AMHVoices: End evictions, forced displacement of people

ZIMBABWE Lawyers for Human Rights (ZLHR) joins the rest of Africa in commemorating Africa Day by calling on the Zimbabwean government to end the pervasive practice of forced displacements of people.

ZLHR

Commemorated under the theme Refugees, Returnees and Internally Displaced Persons: Towards Durable Solutions to Forced Displacement, Africa Day celebrates the end of colonial rule on the African continent and acknowledges the successes of the African Union (AU) from its creation in 1963 (as the Organisation of African Unity) in the fight against colonialism as well as the progress that Africa has made, while reflecting on the common challenges faced by all people on the continent.

This year’s theme presents an opportune historical moment as it brings to the fore Africa’s continued exemplary level of shared solidarity towards displaced populations, in the spirit of Pan-Africanism, at a time when displaced persons are faced with discrimination and xenophobia in many parts of the world.

Several structural and multi-layered factors continue to trigger forced displacement, including socio-cultural and political-economic challenges, that result in underdevelopment, inequality, poverty, including disparity between women and men, sexual and gender-based violence, intolerance and mismanagement of diversity, bad governance, mismanagement of natural resources, corruption and conflicts.

ZLHR is concerned that Zimbabwe continues to contribute to the increasing population of forcefully displaced people on the continent.

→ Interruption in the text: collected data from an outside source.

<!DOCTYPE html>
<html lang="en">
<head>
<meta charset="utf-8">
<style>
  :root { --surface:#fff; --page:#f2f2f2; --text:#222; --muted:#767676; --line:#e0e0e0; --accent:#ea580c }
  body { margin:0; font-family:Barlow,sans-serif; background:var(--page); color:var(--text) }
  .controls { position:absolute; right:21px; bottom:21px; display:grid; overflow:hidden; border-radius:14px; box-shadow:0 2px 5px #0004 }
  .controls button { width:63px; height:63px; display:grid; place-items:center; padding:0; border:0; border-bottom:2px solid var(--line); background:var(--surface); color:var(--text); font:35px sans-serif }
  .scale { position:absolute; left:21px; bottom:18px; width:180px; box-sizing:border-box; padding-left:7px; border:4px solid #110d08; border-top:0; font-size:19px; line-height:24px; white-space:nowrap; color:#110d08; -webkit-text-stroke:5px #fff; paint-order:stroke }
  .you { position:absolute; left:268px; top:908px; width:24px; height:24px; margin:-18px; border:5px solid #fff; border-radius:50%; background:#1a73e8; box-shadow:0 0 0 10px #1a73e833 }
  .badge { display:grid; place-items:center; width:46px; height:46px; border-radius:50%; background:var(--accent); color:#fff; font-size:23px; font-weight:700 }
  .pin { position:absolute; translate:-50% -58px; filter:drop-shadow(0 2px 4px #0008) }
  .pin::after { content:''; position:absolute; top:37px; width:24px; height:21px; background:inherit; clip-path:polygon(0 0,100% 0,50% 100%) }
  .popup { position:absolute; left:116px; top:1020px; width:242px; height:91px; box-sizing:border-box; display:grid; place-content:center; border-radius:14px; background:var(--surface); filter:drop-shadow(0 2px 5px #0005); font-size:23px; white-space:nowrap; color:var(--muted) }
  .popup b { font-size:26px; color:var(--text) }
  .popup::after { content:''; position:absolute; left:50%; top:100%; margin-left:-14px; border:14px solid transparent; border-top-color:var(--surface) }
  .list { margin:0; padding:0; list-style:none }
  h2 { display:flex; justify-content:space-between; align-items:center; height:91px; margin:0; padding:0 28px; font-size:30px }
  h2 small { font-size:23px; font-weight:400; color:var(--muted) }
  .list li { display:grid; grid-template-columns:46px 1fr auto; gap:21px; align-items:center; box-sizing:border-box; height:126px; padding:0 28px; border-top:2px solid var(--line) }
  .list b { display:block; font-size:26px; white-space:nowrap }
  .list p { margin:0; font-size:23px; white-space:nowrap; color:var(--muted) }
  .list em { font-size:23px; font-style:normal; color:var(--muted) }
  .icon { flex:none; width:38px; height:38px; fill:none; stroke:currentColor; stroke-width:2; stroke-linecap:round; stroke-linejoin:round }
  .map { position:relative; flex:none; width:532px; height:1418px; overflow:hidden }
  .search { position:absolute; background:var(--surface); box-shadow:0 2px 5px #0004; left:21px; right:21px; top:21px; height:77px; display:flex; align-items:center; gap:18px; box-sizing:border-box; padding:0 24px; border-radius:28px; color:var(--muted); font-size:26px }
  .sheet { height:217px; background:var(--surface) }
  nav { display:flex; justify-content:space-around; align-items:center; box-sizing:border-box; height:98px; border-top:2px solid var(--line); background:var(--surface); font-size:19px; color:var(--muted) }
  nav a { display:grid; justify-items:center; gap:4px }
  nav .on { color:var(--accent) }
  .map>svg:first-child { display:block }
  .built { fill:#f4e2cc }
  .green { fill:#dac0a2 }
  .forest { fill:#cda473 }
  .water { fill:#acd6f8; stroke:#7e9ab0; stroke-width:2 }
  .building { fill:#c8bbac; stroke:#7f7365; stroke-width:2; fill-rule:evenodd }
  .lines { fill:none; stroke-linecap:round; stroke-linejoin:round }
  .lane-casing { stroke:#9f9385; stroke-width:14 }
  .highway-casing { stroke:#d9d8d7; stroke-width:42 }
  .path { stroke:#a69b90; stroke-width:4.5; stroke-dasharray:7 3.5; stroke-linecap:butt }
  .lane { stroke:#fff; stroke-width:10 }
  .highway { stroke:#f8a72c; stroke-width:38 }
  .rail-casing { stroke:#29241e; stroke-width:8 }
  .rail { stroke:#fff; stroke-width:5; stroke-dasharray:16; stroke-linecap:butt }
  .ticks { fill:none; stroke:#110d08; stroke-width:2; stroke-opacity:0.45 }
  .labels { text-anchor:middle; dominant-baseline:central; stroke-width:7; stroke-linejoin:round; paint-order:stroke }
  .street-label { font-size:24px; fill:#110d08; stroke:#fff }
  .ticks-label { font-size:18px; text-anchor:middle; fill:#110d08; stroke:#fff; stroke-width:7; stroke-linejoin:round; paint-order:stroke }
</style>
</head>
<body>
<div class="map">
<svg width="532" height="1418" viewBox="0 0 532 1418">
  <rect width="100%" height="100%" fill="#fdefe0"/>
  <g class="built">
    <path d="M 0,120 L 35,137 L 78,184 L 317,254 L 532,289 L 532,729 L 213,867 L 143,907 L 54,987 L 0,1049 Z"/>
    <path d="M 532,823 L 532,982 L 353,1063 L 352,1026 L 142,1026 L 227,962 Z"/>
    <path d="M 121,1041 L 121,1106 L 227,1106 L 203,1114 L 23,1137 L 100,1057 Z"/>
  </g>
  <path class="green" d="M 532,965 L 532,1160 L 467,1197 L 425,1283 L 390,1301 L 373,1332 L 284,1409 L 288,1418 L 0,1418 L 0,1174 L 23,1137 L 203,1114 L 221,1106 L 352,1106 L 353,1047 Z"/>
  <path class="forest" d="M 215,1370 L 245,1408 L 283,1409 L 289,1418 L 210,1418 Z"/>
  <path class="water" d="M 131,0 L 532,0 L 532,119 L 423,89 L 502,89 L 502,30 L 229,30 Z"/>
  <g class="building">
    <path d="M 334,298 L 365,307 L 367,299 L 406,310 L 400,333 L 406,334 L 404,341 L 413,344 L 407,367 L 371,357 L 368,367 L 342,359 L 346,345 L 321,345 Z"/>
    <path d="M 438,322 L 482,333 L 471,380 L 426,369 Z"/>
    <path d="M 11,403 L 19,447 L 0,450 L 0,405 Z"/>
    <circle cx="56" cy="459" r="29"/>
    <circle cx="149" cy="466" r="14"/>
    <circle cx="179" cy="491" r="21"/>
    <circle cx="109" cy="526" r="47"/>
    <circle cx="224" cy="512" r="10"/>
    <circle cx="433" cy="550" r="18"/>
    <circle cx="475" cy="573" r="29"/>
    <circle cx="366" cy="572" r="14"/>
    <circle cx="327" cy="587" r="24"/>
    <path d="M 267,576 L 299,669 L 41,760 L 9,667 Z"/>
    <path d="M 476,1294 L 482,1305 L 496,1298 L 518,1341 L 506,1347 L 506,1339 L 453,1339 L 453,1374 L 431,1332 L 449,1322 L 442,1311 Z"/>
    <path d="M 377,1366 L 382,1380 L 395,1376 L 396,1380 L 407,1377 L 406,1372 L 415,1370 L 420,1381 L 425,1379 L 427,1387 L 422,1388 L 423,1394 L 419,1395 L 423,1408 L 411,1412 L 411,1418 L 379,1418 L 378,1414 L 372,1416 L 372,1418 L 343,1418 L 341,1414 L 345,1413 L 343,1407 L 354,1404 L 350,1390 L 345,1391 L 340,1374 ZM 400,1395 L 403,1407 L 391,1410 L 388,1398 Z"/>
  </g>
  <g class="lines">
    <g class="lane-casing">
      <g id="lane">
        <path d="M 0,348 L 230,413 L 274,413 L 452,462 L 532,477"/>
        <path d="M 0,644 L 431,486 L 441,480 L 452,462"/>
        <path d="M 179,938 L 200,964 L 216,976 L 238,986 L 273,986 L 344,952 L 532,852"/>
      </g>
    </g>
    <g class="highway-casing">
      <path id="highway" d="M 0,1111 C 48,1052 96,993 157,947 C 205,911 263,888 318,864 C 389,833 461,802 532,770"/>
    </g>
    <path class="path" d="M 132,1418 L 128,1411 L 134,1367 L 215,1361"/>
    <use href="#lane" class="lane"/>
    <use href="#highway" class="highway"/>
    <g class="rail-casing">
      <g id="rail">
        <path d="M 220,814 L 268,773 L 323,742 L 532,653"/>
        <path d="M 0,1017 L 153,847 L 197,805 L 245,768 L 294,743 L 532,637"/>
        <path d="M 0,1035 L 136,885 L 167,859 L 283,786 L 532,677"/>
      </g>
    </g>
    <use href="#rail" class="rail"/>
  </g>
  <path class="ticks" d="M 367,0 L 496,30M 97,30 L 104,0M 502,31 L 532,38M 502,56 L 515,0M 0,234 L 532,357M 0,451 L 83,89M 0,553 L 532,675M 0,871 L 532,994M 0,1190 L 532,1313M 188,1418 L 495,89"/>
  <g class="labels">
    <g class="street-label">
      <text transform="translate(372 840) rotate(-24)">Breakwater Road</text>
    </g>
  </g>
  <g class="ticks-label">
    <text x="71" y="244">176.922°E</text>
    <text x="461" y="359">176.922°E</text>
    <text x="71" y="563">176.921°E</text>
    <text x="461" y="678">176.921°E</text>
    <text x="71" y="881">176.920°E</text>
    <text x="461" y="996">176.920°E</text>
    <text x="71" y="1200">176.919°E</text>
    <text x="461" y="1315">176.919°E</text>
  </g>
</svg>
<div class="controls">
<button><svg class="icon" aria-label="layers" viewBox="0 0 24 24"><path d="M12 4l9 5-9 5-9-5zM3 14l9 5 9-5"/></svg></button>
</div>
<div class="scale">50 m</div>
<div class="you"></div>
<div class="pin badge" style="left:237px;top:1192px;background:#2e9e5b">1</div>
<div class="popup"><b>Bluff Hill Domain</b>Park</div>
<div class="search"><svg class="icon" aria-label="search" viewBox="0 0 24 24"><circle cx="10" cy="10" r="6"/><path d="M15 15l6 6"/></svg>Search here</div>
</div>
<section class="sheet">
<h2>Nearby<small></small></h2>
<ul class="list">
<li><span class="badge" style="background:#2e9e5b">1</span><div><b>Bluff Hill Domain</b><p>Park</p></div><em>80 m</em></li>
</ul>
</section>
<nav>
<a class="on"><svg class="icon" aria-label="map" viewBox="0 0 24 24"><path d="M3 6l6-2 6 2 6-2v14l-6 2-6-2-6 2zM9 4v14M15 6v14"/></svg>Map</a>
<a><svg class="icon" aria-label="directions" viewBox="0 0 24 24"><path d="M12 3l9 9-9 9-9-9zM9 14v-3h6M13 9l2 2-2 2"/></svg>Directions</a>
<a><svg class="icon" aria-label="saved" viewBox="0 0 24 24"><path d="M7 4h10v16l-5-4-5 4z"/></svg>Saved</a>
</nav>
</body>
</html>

According to the AU, there are an estimated 14,5 million internally displaced persons. Human rights violations, civil strife, violent conflicts, persecution, governance and democracy deficits, impunity, natural disasters, effects of drought and climate change have contributed to this displacement.

Sadly, Zimbabwe has also contributed to the increasing population of displaced people through its well-documented human rights record, governance and democracy deficits.

In Zimbabwe, it is worrying that despite the adoption of a “new” Constitution, which guarantees freedom from arbitrary eviction, people across the country continue to be evicted and to be displaced from their homes with government agencies. The role of the Ministry of Lands, Agriculture, Water, Climate and Rural Resettlement, and local government authorities is well documented. The manner in which the majority of evictions and displacements have been executed is grossly and unjustifiably inhumane, and amounts to inhuman and degrading treatment of citizens in contravention of the Constitution and international and regional instruments to which Zimbabwe is a State party.

Government should realise that forced evictions and displacement of people are a gross violation of human rights, in particular the right to adequate housing. In addition, forced evictions and homelessness intensify social conflict and inequality and invariably affect the disadvantaged people, who mostly comprise socially, economically, environmentally and politically disadvantaged and vulnerable sectors of society.